Defendants make two primary arguments for dismissal of certain of Plaintiff's claims.1 First, Defendants assert that Plaintiff's Delaware statutory claims for misappropriation of trade secrets against both Defendants (Count II) and for deceptive trade practices against Yodlee (Count VII) must be dismissed, because Plaintiff does not allege a sufficient nexus between the parties' dispute and Delaware. (D.I. 16 at 2, 5-7) Second, Defendants argue that Plaintiff's claims in Counts III-V, VII-X and XIV are preempted under the Federal Copyright Act, 17 U.S.C. § 301 (the "Copyright Act") and/or the Uniform Trade Secrets Act ("UTSA"). (Id. at 2, 8-17)2 The Court will take up these arguments in turn.
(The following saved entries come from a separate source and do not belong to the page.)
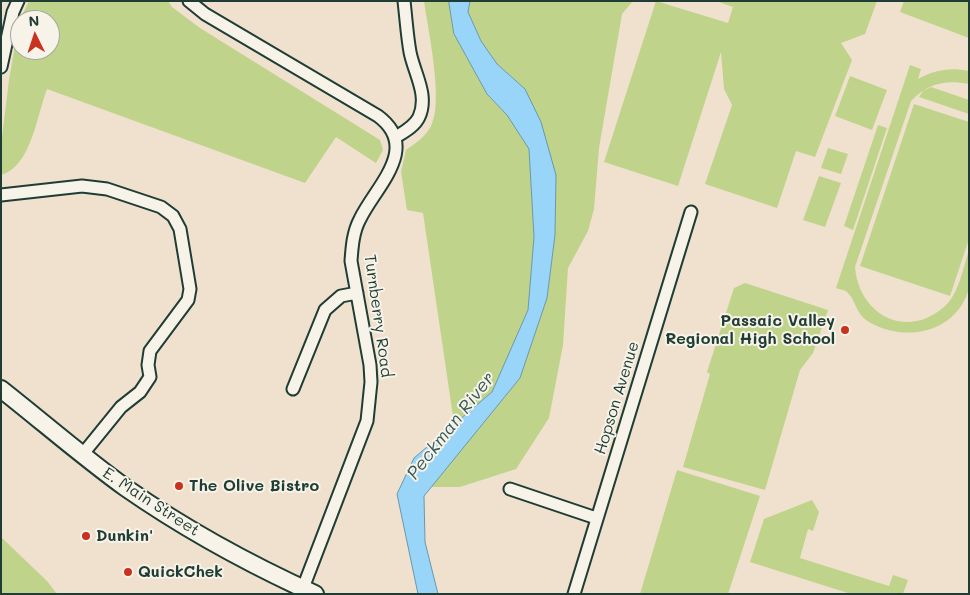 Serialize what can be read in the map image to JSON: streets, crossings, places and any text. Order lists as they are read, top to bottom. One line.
{"streets":{"main road":["E. Main Street"],"street":["Turnberry Road","Hopson Avenue"]},"crossings":[["Turnberry Road","E. Main Street"]],"water":["Peckman River"],"places":["Passaic Valley Regional High School","The Olive Bistro","Dunkin'","QuickChek"],"north":"top"} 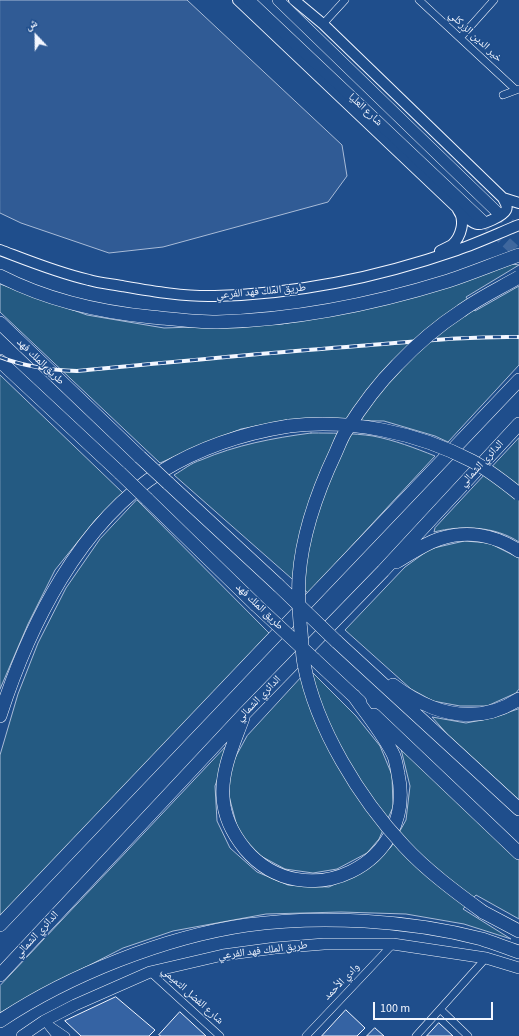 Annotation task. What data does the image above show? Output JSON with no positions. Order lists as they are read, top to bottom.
{
  "streets": {
    "highway": ["طريق الملك فهد", "الدائري الشمالي"],
    "main road": ["شارع العليا", "طريق الملك فهد الفرعي"],
    "street": ["خير الدين الزركلي", "وادي الأحمد", "شارع الفضل التميمي"]
  },
  "crossings": [
    ["طريق الملك فهد الفرعي", "وادي الأحمد"],
    ["طريق الملك فهد الفرعي", "شارع الفضل التميمي"]
  ],
  "scale_bar": "100 m",
  "north": "top"
}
The first dispute here, which relates to Count II (alleging a violation of the Delaware Uniform Trade Secrets Act, 6 Del. C. § 2001, et seq., or "DUTSA") and Count VII (alleging a violation of the Delaware Deceptive Trade Practices Act, 6 Del. C. § 2531, et seq.), relates to a choice of law issue. In a case implicating diversity jurisdiction, like this one, this Court follows the choice of law rules of the state of Delaware. Carrick v. Zurich-Am. Ins. Grp., 14 F.3d 907, 909 (3d Cir. 1994); Hurley v. Columbia Cas. Co., 976 F. Supp. 268, 271-72 (D. Del. 1997). If a contractually-designated choice of law provision exists, Delaware courts will generally honor that provision, so long as the jurisdiction selected bears some material relationship to the transaction.3 VSI Sales, LLC v. Int'l Fidelity Ins. Co., Civil Action No. 15-507-GMS, 2015 WL 5568623, at *2 (D. Del. Sept. 22, 2015); J.S. Alberici Const. Co., Inc. v. Mid-West Conveyor Co., Inc., 750 A.2d 518, 520 (Del. 2000). Otherwise, Delaware courts would apply the "most significant relationship" test to determine which state's law should apply to tort claims like these. VSI Sales, 2015 WL 5568623 at *2 (citing cases); see also AgroFresh Inc. v. Essentiv LLC, Civil Action No. 16-662-MN-SRF, 2018 WL 6974947, at *7 (D. Del. Dec. 27, 2018).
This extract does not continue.